Data provided:
************

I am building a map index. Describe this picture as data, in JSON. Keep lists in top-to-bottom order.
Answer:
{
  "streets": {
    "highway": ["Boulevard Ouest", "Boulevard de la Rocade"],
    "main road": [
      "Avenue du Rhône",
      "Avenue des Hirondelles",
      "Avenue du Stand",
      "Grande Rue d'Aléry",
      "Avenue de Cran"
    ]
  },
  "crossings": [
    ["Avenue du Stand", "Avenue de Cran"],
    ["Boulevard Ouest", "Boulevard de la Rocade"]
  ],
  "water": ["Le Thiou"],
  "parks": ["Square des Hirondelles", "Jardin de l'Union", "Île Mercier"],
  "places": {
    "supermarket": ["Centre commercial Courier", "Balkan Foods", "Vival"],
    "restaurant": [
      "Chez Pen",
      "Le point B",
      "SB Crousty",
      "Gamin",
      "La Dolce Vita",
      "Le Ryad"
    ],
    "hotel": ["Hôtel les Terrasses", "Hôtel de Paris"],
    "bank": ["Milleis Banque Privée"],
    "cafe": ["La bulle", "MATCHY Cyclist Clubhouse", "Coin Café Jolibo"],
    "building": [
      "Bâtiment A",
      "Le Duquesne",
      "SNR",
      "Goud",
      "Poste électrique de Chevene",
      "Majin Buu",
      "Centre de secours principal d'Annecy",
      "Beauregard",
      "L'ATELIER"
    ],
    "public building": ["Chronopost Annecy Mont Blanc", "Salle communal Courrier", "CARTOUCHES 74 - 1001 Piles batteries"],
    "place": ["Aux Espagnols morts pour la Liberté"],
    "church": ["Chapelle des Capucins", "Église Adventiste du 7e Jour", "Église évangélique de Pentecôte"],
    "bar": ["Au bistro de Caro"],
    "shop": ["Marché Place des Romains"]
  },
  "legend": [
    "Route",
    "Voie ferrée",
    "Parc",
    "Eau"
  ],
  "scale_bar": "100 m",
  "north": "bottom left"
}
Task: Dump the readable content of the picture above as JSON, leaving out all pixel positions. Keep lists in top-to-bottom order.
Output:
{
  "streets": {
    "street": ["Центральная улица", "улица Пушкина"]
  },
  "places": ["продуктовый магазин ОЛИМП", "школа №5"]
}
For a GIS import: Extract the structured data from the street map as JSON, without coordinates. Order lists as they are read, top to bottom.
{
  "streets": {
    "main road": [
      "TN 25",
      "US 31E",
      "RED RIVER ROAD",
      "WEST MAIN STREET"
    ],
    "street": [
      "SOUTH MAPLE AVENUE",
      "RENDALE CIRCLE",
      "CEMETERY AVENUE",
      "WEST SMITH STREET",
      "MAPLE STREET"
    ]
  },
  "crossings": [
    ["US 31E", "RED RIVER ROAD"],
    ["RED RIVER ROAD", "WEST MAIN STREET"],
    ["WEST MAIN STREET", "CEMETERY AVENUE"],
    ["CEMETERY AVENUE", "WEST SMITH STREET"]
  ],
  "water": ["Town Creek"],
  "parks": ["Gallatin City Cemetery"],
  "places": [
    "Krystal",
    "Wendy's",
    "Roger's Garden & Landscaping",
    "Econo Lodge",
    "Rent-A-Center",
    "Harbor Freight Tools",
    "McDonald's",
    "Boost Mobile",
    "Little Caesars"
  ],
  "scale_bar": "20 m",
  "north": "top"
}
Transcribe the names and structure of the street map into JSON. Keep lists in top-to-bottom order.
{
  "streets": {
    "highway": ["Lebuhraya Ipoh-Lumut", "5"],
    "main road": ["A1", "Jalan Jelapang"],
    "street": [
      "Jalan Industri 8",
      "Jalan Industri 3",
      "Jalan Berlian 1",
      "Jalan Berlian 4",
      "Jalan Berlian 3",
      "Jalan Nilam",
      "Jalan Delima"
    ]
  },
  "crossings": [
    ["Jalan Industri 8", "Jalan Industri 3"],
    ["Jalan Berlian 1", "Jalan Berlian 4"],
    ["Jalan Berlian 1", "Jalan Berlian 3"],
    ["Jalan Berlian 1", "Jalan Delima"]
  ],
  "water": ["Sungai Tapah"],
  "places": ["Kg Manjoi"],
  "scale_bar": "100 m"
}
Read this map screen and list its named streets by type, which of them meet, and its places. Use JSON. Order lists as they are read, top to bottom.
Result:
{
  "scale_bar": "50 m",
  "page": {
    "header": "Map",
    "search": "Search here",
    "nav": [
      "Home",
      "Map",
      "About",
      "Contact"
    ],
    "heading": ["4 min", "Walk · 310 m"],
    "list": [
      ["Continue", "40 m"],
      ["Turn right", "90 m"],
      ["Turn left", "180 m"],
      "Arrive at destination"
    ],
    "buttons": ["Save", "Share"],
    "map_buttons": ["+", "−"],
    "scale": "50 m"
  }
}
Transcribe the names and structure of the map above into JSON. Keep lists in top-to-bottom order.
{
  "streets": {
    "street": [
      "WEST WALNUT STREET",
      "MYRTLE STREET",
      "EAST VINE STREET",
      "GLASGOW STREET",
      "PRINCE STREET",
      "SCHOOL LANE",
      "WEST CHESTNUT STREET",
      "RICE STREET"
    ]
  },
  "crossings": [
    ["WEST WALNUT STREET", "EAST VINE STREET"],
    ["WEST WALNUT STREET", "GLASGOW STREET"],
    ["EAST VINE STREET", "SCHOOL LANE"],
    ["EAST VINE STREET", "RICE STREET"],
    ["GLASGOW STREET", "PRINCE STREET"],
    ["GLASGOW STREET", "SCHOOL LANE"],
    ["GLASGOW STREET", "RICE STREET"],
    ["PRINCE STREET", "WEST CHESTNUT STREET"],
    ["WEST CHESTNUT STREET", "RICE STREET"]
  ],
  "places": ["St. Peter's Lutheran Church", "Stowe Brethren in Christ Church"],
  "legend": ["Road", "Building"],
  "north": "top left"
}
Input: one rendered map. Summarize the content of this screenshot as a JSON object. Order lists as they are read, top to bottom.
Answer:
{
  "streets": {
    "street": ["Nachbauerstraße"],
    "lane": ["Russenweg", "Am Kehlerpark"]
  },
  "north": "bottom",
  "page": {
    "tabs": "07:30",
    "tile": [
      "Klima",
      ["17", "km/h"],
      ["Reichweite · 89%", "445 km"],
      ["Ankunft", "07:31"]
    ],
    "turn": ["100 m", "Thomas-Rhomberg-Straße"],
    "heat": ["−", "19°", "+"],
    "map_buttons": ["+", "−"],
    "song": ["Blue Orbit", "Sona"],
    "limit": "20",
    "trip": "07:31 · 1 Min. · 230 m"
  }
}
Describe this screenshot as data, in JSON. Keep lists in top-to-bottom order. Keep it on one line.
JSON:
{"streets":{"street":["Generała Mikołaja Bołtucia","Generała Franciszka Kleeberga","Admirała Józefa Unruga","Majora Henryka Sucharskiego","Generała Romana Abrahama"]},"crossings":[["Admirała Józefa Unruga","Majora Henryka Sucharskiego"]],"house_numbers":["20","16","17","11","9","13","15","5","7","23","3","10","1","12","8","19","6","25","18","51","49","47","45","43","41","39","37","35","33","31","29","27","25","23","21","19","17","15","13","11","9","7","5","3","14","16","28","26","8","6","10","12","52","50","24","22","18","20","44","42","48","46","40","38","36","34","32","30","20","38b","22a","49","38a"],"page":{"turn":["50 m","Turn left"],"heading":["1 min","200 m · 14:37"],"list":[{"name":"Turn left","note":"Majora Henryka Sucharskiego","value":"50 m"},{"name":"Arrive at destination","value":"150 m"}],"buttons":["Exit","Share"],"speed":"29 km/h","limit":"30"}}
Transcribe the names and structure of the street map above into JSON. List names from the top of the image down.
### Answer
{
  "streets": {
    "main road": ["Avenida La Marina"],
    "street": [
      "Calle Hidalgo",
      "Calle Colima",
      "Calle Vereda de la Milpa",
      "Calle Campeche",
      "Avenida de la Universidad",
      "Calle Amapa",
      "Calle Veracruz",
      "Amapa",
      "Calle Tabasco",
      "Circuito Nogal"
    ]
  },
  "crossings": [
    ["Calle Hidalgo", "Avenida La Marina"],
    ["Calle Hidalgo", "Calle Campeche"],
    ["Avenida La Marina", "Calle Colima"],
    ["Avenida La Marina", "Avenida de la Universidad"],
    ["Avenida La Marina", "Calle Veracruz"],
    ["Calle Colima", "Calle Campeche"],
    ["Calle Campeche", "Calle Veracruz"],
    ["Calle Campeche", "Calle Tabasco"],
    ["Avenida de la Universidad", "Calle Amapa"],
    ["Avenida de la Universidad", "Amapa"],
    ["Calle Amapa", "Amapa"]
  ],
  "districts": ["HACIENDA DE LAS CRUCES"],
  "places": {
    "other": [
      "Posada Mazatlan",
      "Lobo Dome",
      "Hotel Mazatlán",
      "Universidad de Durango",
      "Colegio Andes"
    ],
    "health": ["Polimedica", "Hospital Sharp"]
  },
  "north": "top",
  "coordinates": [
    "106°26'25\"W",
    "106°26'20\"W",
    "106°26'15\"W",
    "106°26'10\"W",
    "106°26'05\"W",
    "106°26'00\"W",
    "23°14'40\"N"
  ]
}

************

Every line of the listing that includes the word "above" forms the answer.

Task: Dump the readable content of the picture above as JSON, leaving out all pixel positions. Keep lists in top-to-bottom order.
Transcribe the names and structure of the map above into JSON. Keep lists in top-to-bottom order.
Transcribe the names and structure of the street map above into JSON. List names from the top of the image down.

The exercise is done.